(Beginning of MATERIAL PROVIDED)

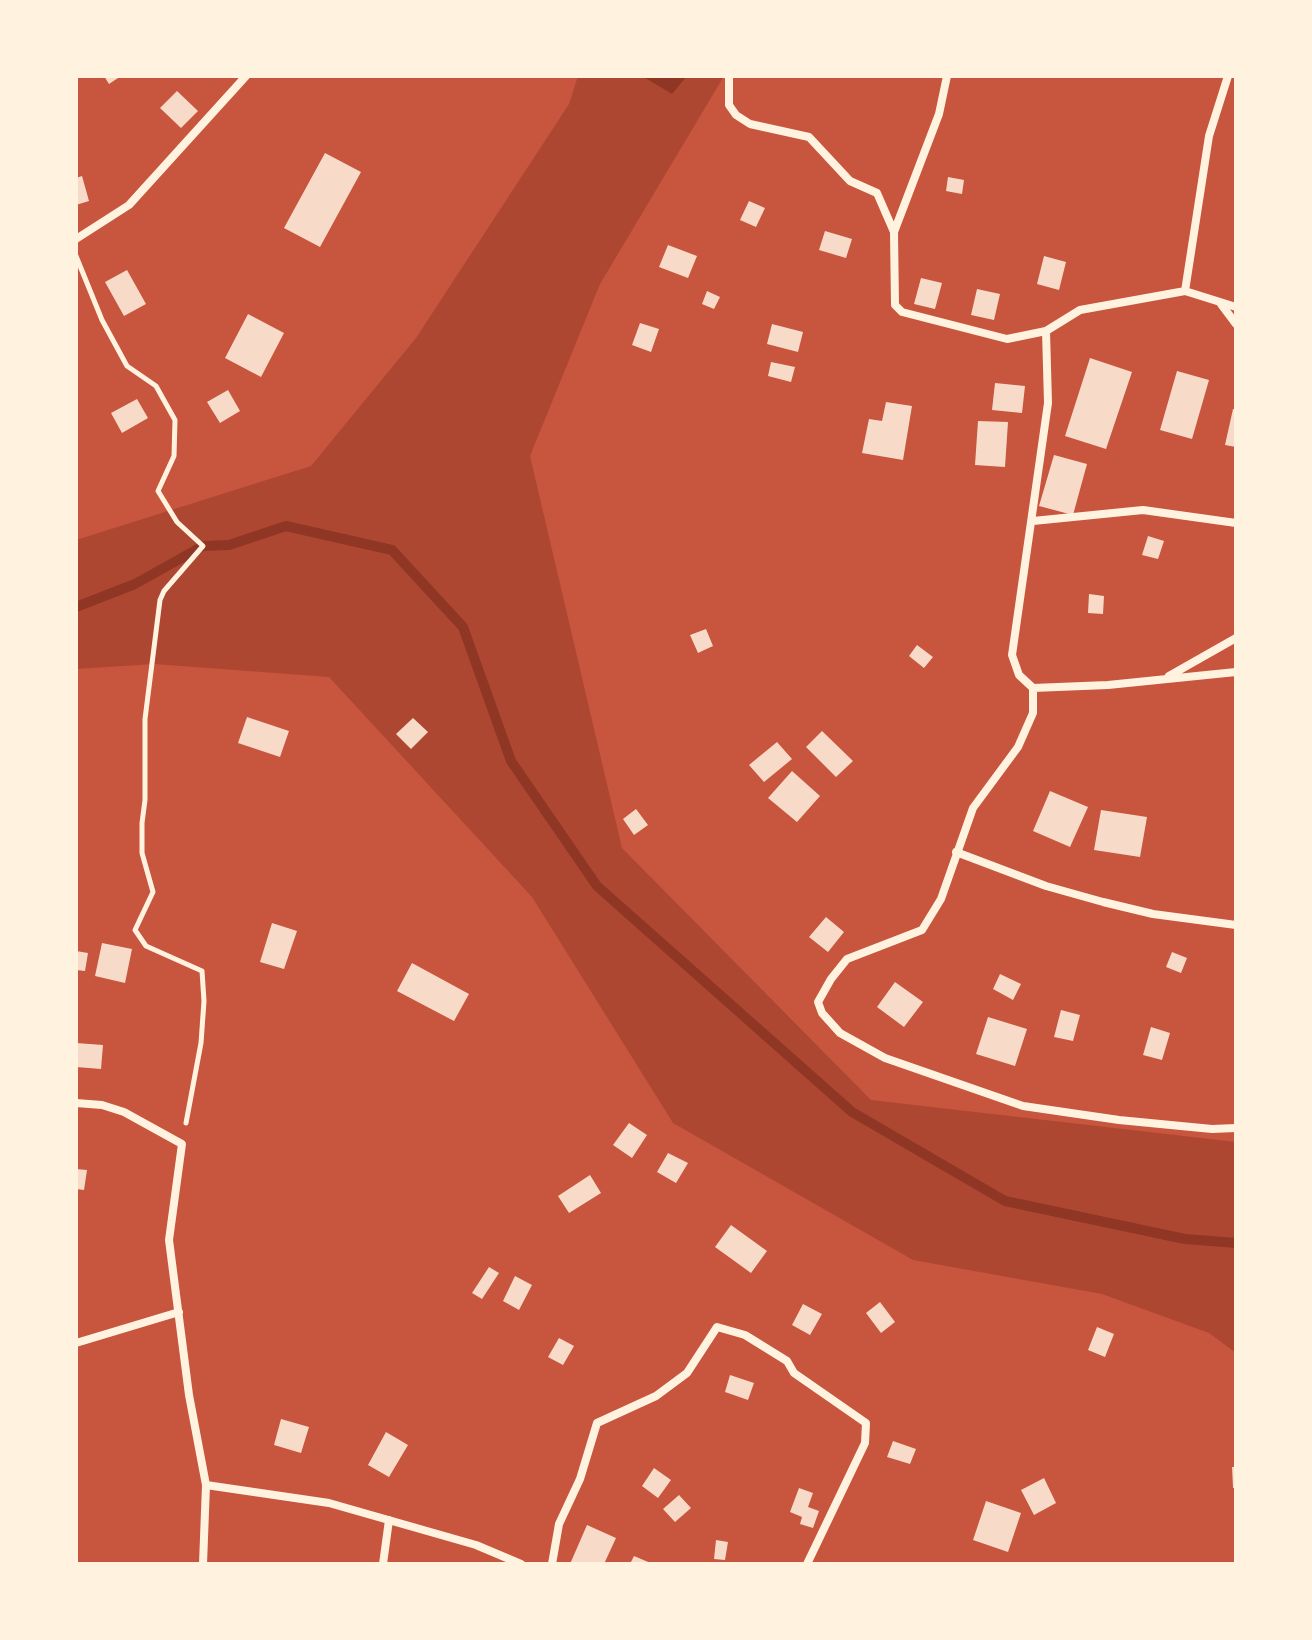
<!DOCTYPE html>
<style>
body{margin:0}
#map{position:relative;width:1312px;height:1640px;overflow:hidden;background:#c8553d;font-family:"Asap Condensed",sans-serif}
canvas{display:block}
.frame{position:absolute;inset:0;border:78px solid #fff3e0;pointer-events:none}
</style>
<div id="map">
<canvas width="1312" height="1640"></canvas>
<div class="frame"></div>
</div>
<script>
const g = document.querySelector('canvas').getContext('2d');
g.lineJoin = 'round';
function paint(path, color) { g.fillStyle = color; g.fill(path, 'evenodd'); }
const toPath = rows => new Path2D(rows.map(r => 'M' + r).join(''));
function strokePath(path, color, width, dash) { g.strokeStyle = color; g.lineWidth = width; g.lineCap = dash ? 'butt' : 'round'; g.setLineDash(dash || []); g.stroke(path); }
paint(toPath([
 [578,76,724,76,600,284,530,456,622,848,871,1100,1236,1142,1236,1353,1209,1333,1102,1294,913,1260,673,1123,532,897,329,677,154,664,76,669,76,540,311,466,416,338,569,104]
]), '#ae4732');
paint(toPath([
 [642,76,687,76,672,94]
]), '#8f3625');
strokePath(toPath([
 [76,607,135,584,203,546,229,545,286,526,392,550,463,627,511,761,597,886,852,1112,1005,1201,1185,1239,1236,1243]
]), '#8f3625', 10);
paint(toPath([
 [104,76,121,76,109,84],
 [177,91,198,111,181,128,160,108],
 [325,153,361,172,320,247,284,228],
 [82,176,89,201,76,205,76,178],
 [948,177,964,180,962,194,946,191],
 [749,201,765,208,756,227,740,220],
 [825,231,852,239,846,258,819,250],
 [668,245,697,256,688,278,659,267],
 [1044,256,1066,262,1059,290,1037,284],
 [127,270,146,304,124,316,105,282],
 [921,278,942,283,935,309,914,304],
 [977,289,1000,294,994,320,971,315],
 [707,291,720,297,714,309,702,304],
 [248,314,284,333,261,377,225,358],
 [640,323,659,329,651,352,632,345],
 [772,324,803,332,798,352,767,344],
 [1090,358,1132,372,1106,449,1065,436],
 [771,362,795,367,791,382,768,376],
 [1177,371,1209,380,1192,439,1160,430],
 [995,383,1025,386,1022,413,992,410],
 [228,390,240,411,220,423,207,402],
 [137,399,148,418,122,433,111,413],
 [886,402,912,406,903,460,862,453,869,419,882,421],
 [1233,409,1236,409,1236,447,1225,445],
 [978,421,1008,422,1005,467,975,465],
 [1054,455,1087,464,1073,515,1039,506],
 [1148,536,1164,541,1158,559,1142,555],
 [1089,594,1104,596,1103,614,1088,613],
 [706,629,713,646,698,653,690,635],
 [917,645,933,657,924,668,909,656],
 [247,717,289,731,280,757,238,743],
 [413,718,428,732,411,749,396,734],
 [822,731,853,761,836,777,806,747],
 [777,742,792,759,764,782,749,765],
 [792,771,820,796,797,822,768,798],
 [1050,791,1088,807,1070,847,1033,831],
 [636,809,648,825,634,835,623,819],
 [1101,810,1147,817,1140,857,1094,850],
 [826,917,844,932,828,952,809,937],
 [272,923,297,931,284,969,260,962],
 [102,943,132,949,125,983,95,976],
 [76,951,88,953,85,971,76,970],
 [1172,952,1187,958,1181,973,1166,967],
 [412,963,469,994,454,1021,397,991],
 [1000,974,1021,984,1013,1000,993,989],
 [895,982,923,1002,904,1027,877,1007],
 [1061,1010,1080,1015,1073,1041,1054,1037],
 [988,1017,1027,1029,1015,1066,976,1054],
 [1151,1027,1170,1033,1162,1060,1143,1055],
 [76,1043,103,1045,101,1069,76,1067],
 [629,1123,647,1135,632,1158,613,1145],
 [668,1153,688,1163,676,1183,657,1172],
 [76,1169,87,1170,84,1190,76,1189],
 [590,1175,601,1193,569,1213,558,1196],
 [731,1225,767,1251,751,1273,715,1247],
 [489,1267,499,1273,482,1299,472,1293],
 [515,1276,532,1285,519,1310,503,1301],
 [880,1302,895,1322,881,1333,866,1313],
 [803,1304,822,1314,810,1335,792,1325],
 [1097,1327,1114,1334,1105,1357,1088,1350],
 [559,1338,574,1346,563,1365,548,1357],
 [730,1375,754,1383,748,1400,725,1392],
 [281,1419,309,1427,301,1453,274,1445],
 [386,1432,408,1445,389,1477,368,1465],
 [893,1441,916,1449,910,1464,887,1457],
 [1232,1467,1236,1467,1236,1488,1233,1488],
 [654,1468,671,1480,658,1498,642,1486],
 [1044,1478,1056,1503,1034,1515,1021,1490],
 [799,1488,813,1493,808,1507,819,1511,813,1528,800,1524,802,1517,790,1512],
 [679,1495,691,1508,675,1522,663,1509],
 [986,1501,1021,1513,1008,1552,973,1540],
 [587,1525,616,1538,604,1564,570,1564],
 [716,1540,728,1542,725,1560,714,1559],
 [634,1556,653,1564,630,1564]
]), '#f7dbc8');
strokePath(toPath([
 [76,256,102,320,127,366,156,386,175,420,174,456,158,491,177,522,203,546,164,591,160,600,145,719,145,800,142,823,142,853,153,892,135,930,146,946,202,971,204,1001,201,1043,186,1123]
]), '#fff3e0', 5);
strokePath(toPath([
 [729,76,729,105,736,115,750,124,809,137,850,181,877,193,894,232],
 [947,76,939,114,894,232,895,305,902,312,1007,339,1046,331],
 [76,239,129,205,246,76],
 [1185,291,1209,136,1228,76],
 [1221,304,1236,324],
 [1236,307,1185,291,1080,310,1046,331,1048,403,1012,655,1019,675,1033,688,1108,685,1236,672],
 [1033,521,1143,510,1236,523],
 [1169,676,1236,638],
 [1033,688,1033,713,1018,747,973,808,941,899,922,930,847,959,831,979,818,1002,822,1013,840,1033,885,1058,1023,1106,1119,1120,1212,1129,1236,1128],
 [956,852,1046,886,1103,902,1153,914,1236,925],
 [76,1103,102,1105,124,1112,182,1144,169,1240,189,1395,206,1485,203,1564],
 [76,1343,179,1312],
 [206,1485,329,1503,476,1545,521,1564],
 [383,1564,389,1520],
 [552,1564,559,1524,580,1479,597,1423,656,1396,687,1373,717,1327,745,1335,787,1361,794,1373,866,1423,865,1443,807,1564]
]), '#fff3e0', 8);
</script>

(End of MATERIAL PROVIDED)

# WHAT YOU HAVE TO DO
Search the entries for the word "const". Copy each line where it appears.

# EXERCISE OUTPUT
const g = document.querySelector('canvas').getContext('2d');
const toPath = rows => new Path2D(rows.map(r => 'M' + r).join(''));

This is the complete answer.